GEE-MEGAN’s high-resolution, near-real-time emission modeling capabilities can help refine climate predictions by providing insights into the strong and complex feedbacks between climate and BVOC36. As temperature-driven BVOC emissions increase under global warming20,49, GEE-MEGAN can offer critical insights into how ecosystems respond to and feedback on climate change43,50,51,52 by providing more accurate and timely estimates of BVOC emissions driven by both natural and anthropogenic forces, such as deforestation and afforestation. Additionally, GEE-MEGAN supports the assessments of climate resilience strategies53,54,55, such as urban greening and afforestation/reforestation initiatives56,57,58, ensuring that these efforts balance the cooling benefits of increased vegetation with minimization of BVOC-related warming and pollution. This dual focus on environmental and climatic impacts optimizes sustainability measures, helping mitigate air quality degradation while maximizing carbon sequestration and heat mitigation benefits.
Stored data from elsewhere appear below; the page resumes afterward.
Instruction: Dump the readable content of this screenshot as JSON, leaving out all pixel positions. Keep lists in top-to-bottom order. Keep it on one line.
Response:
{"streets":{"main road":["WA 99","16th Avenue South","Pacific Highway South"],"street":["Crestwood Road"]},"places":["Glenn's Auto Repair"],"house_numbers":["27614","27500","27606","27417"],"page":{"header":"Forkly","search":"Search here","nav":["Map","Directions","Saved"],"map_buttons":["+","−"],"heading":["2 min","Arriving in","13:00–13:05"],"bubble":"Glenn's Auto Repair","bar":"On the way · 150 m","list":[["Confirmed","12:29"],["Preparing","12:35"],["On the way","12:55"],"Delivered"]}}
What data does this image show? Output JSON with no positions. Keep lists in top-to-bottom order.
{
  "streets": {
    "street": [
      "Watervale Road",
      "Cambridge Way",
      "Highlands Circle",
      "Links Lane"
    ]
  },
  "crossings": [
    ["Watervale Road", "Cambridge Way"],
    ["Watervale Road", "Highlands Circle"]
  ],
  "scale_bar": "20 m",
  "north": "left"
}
GEE-MEGAN also equips urban planners and even non-experts with powerful tools to assess the air quality impacts of urban greening initiatives. As BVOCs increasingly influence urban atmospheric chemistry due to declining anthropogenic emissions and expanding greening spaces20,42,59, accurately capturing their emissions in urban areas, however, becomes challenging because of complex vegetation patterns and dynamic land-use changes. By resolving emissions at finer spatial scale, down to the street and community level, GEE-MEGAN substantially outperforms the 500-m resolution MEGAN default model. As illustrated by the examples from Los Angeles discussed above, GEE-MEGAN provides a more precise understanding of the contributions of biogenic emissions to total urban terpenoid emissions, which is essential for evaluating their roles in air pollution, including ozone and SOA formation19,20,42. This ability enables more nuanced exposure assessments by accounting for interactions between biogenic and anthropogenic sources across diverse finer-scale microenvironments in densely populated areas58,59. Additionally, GEE-MEGAN’s near-real-time modeling capability supports adaptive air-quality management in response to events such as heat waves16,60,61,62 or rapid urbanization63, ensuring that green infrastructure projects maximize environmental benefits while minimizing unintended air pollution consequences.
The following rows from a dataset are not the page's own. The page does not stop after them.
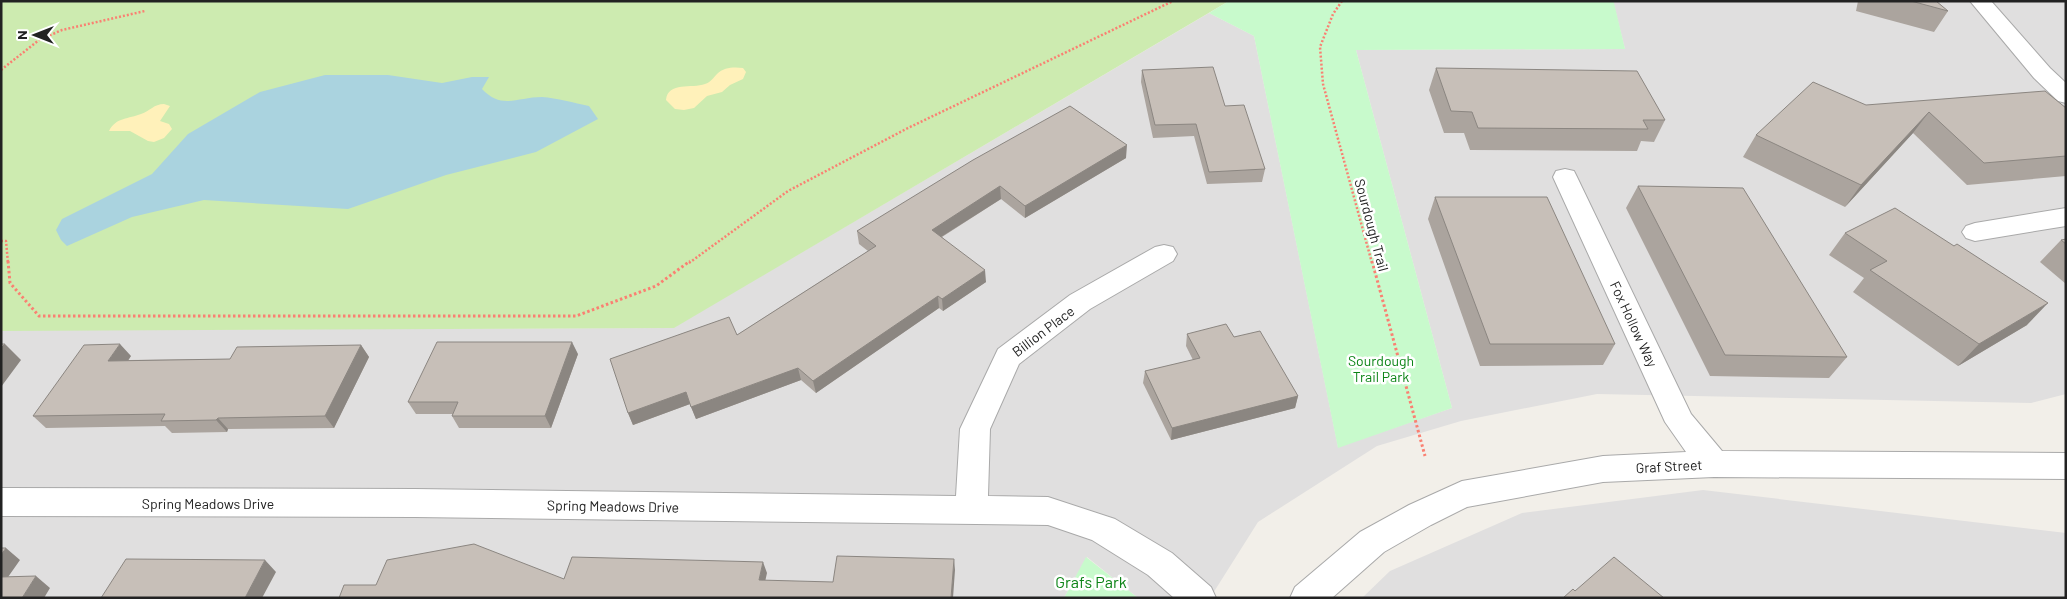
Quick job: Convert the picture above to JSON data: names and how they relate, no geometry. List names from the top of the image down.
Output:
{
  "streets": {
    "street": [
      "Fox Hollow Way",
      "Billion Place",
      "Graf Street",
      "Spring Meadows Drive"
    ],
    "path": ["Sourdough Trail"]
  },
  "crossings": [
    ["Fox Hollow Way", "Graf Street"],
    ["Billion Place", "Spring Meadows Drive"]
  ],
  "parks": ["Sourdough Trail Park", "Grafs Park"],
  "north": "left"
}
Despite its advancements, GEE-MEGAN does not yet fully account for complex environmental factors influencing BVOC emissions64, such as soil moisture, nitrogen availability, evapotranspiration, and biotic stresses. Integrating these factors through GEE’s multisource, multiscale data capabilities and advanced machine learning techniques could further refine its predictions. Although ERA5-Land hourly meteorology (~11 km) was used in this study to ensure global applicability and consistency, our results indicate that improving the spatial representation of vegetation yields substantial gains in BVOC emission accuracy. Nevertheless, incorporating high-resolution meteorological reanalysis products or AI-driven weather prediction models65,66 could further enhance GEE-MEGAN’s capacity to simulate urban-scale processes, offering deeper insights into BVOC-related dynamics in air quality and climate change.
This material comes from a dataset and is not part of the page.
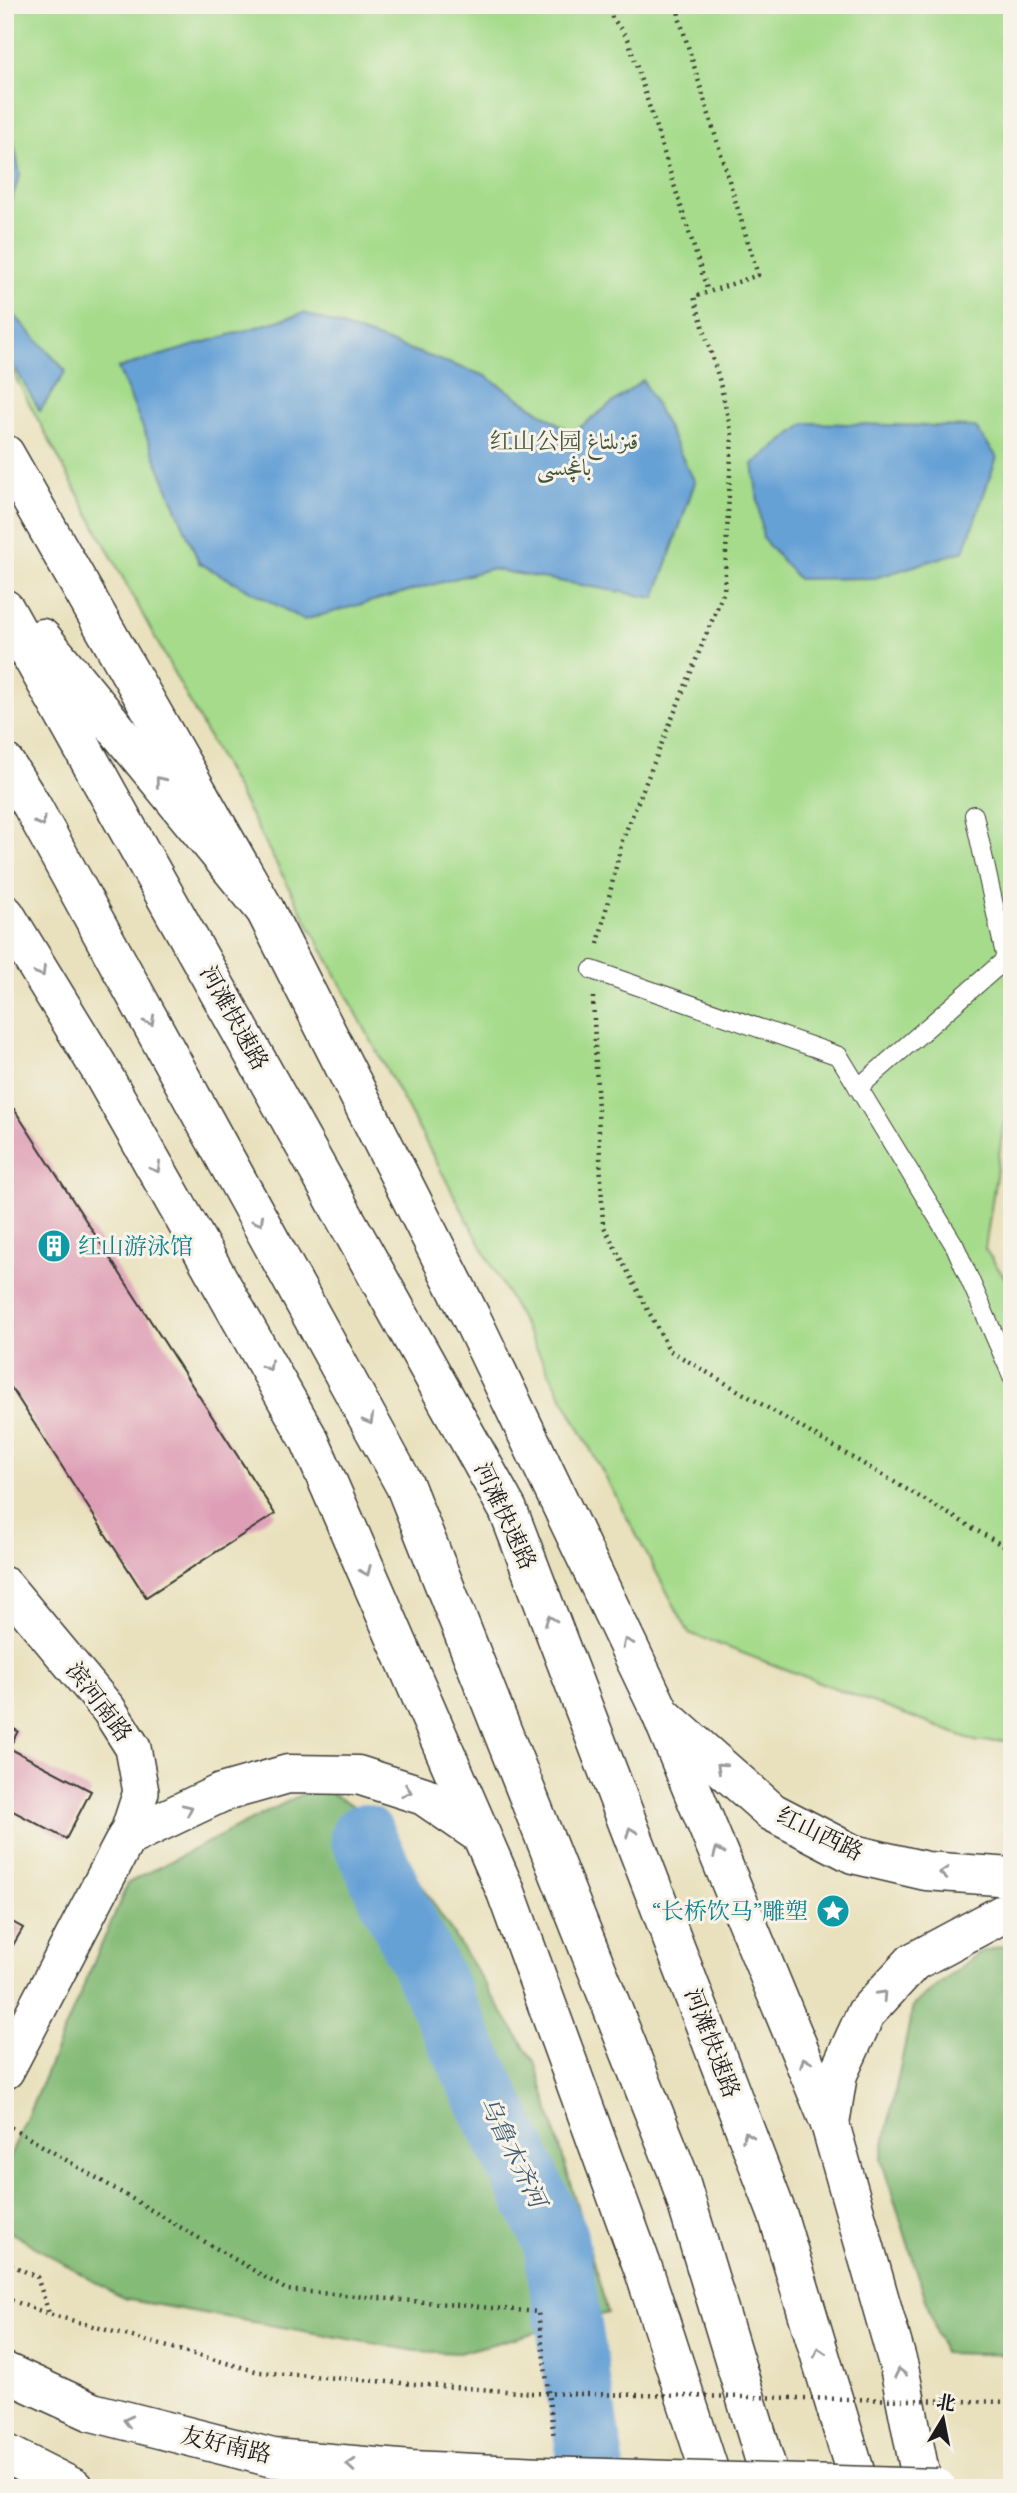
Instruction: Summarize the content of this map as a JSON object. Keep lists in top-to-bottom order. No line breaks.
{"streets":{"main road":["河滩快速路","红山西路","友好南路"],"street":["滨河南路"]},"one_way":["红山西路","友好南路"],"water":["乌鲁木齐河"],"parks":["红山公园 قىزىلتاغ باغچىسى"],"places":{"building":["红山游泳馆"],"place":["“长桥饮马”雕塑"]},"north":"top"}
In summary, GEE-MEGAN bridges critical gaps in BVOC emission modeling by combining scalability, precision, and real-time capabilities. These features make it a transformative tool for improving our understanding of roles played by biogenic emissions in a rapidly urbanizing and warming world, addressing both air quality and climate challenges. By providing actionable insights for sustainable urban planning and climate mitigation, GEE-MEGAN sets a benchmark in biosphere-atmosphere interaction modeling.
Methods
GEE-MEGAN model
The GEE-MEGAN framework integrates the MEGAN2.17 biogenic emission model with the computational capabilities of GEE, providing a flexible and scalable platform for estimating BVOC emissions across diverse spatial and temporal scales and bridging the gap between high-resolution emission modeling and large-scale atmospheric analyses.
Data source module
This module aggregates inputs from a range of data sources to enhance model accuracy and adaptability: Fifth generation European Centre for Medium-Range Weather Forecasts atmospheric reanalysis (ERA5) climate data, MODIS-derived LAI, and reconstructed PFTs are used for large-scale analysis, and higher-resolution data such as Landsat imagery are employed for improving LAI precision, particularly in urban and regional studies (see Table S3 and Note S2). In addition to ERA5, GEE-MEGAN can incorporate other meteorological datasets such as Modern-Era Retrospective Analysis for Research and Applications version 2 (MERRA-2), the Climate Forecast System Version 2 (CFSv2), or the Global Land Data Assimilation System (GLDAS-2.1), and also support user-defined inputs such as WRF model output or CESM projections (Table S7).
Preprocessing module
To ensure consistency and reliability, this module processes the input through: (1) Temporal filtering: Aligning data to the required timeframes for simulations; (2) Spatial reprojection: Standardizing data projections to maintain spatial consistency; and (3) Resampling: Adjusting spatial resolution to match the scale of the analysis. Further details are provided in Note S3.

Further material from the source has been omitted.